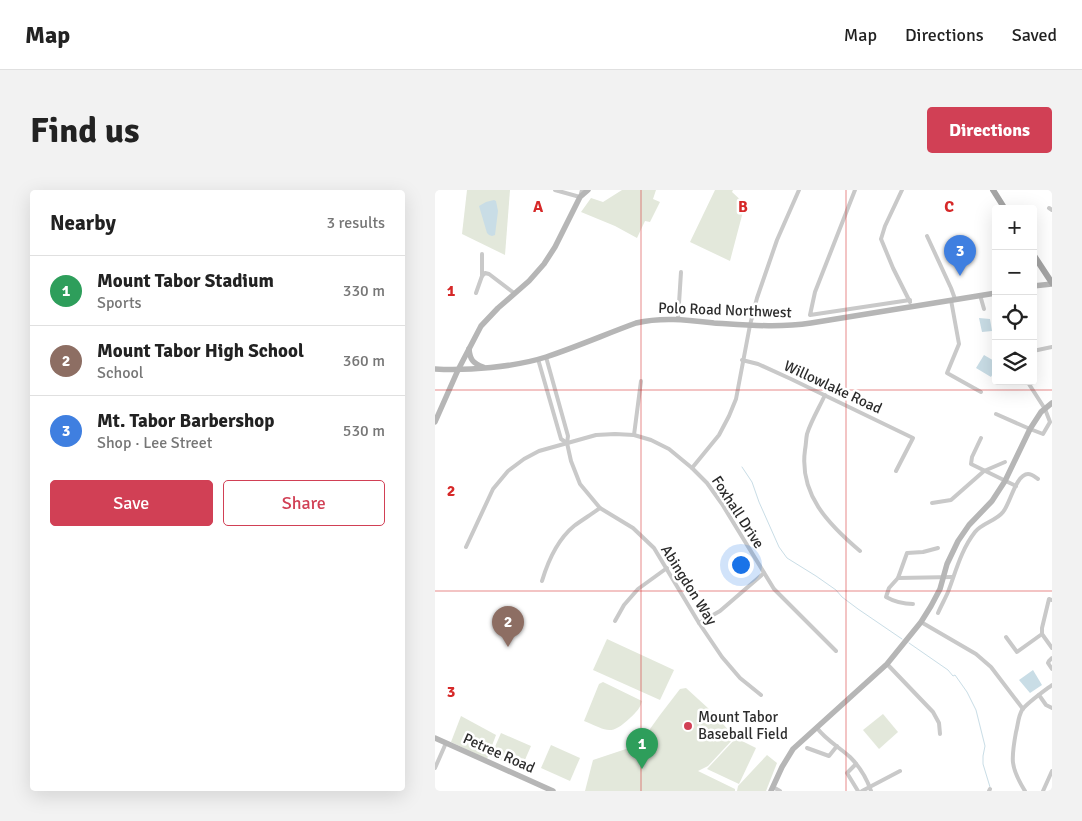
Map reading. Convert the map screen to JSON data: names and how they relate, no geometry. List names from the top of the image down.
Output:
{
  "streets": {
    "street": [
      "Polo Road Northwest",
      "Willowlake Road",
      "Foxhall Drive",
      "Abingdon Way",
      "Petree Road"
    ]
  },
  "crossings": [
    ["Polo Road Northwest", "Abingdon Way"],
    ["Foxhall Drive", "Abingdon Way"]
  ],
  "places": ["Mount Tabor Baseball Field"],
  "page": {
    "header": "Map",
    "nav": ["Map", "Directions", "Saved"],
    "buttons": [
      "Directions",
      ["Save", "Share"]
    ],
    "title": "Find us",
    "heading": ["Nearby", "3 results"],
    "map_buttons": ["+", "−"],
    "pins": ["3", "2", "1"],
    "list": [
      {
        "mark": "1",
        "name": "Mount Tabor Stadium",
        "note": "Sports",
        "value": "330 m"
      },
      {
        "mark": "2",
        "name": "Mount Tabor High School",
        "note": "School",
        "value": "360 m"
      },
      {
        "mark": "3",
        "name": "Mt. Tabor Barbershop",
        "note": "Shop · Lee Street",
        "value": "530 m"
      }
    ]
  },
  "grid": {
    "columns": ["A", "B", "C"],
    "rows": ["1", "2", "3"]
  }
}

Task to carry out
Text only, no pictures: copy every entry exactly.

Exercise solution
Map reading. Convert the map screen to JSON data: names and how they relate, no geometry. List names from the top of the image down.
Output:
{
  "streets": {
    "street": [
      "Polo Road Northwest",
      "Willowlake Road",
      "Foxhall Drive",
      "Abingdon Way",
      "Petree Road"
    ]
  },
  "crossings": [
    ["Polo Road Northwest", "Abingdon Way"],
    ["Foxhall Drive", "Abingdon Way"]
  ],
  "places": ["Mount Tabor Baseball Field"],
  "page": {
    "header": "Map",
    "nav": ["Map", "Directions", "Saved"],
    "buttons": [
      "Directions",
      ["Save", "Share"]
    ],
    "title": "Find us",
    "heading": ["Nearby", "3 results"],
    "map_buttons": ["+", "−"],
    "pins": ["3", "2", "1"],
    "list": [
      {
        "mark": "1",
        "name": "Mount Tabor Stadium",
        "note": "Sports",
        "value": "330 m"
      },
      {
        "mark": "2",
        "name": "Mount Tabor High School",
        "note": "School",
        "value": "360 m"
      },
      {
        "mark": "3",
        "name": "Mt. Tabor Barbershop",
        "note": "Shop · Lee Street",
        "value": "530 m"
      }
    ]
  },
  "grid": {
    "columns": ["A", "B", "C"],
    "rows": ["1", "2", "3"]
  }
}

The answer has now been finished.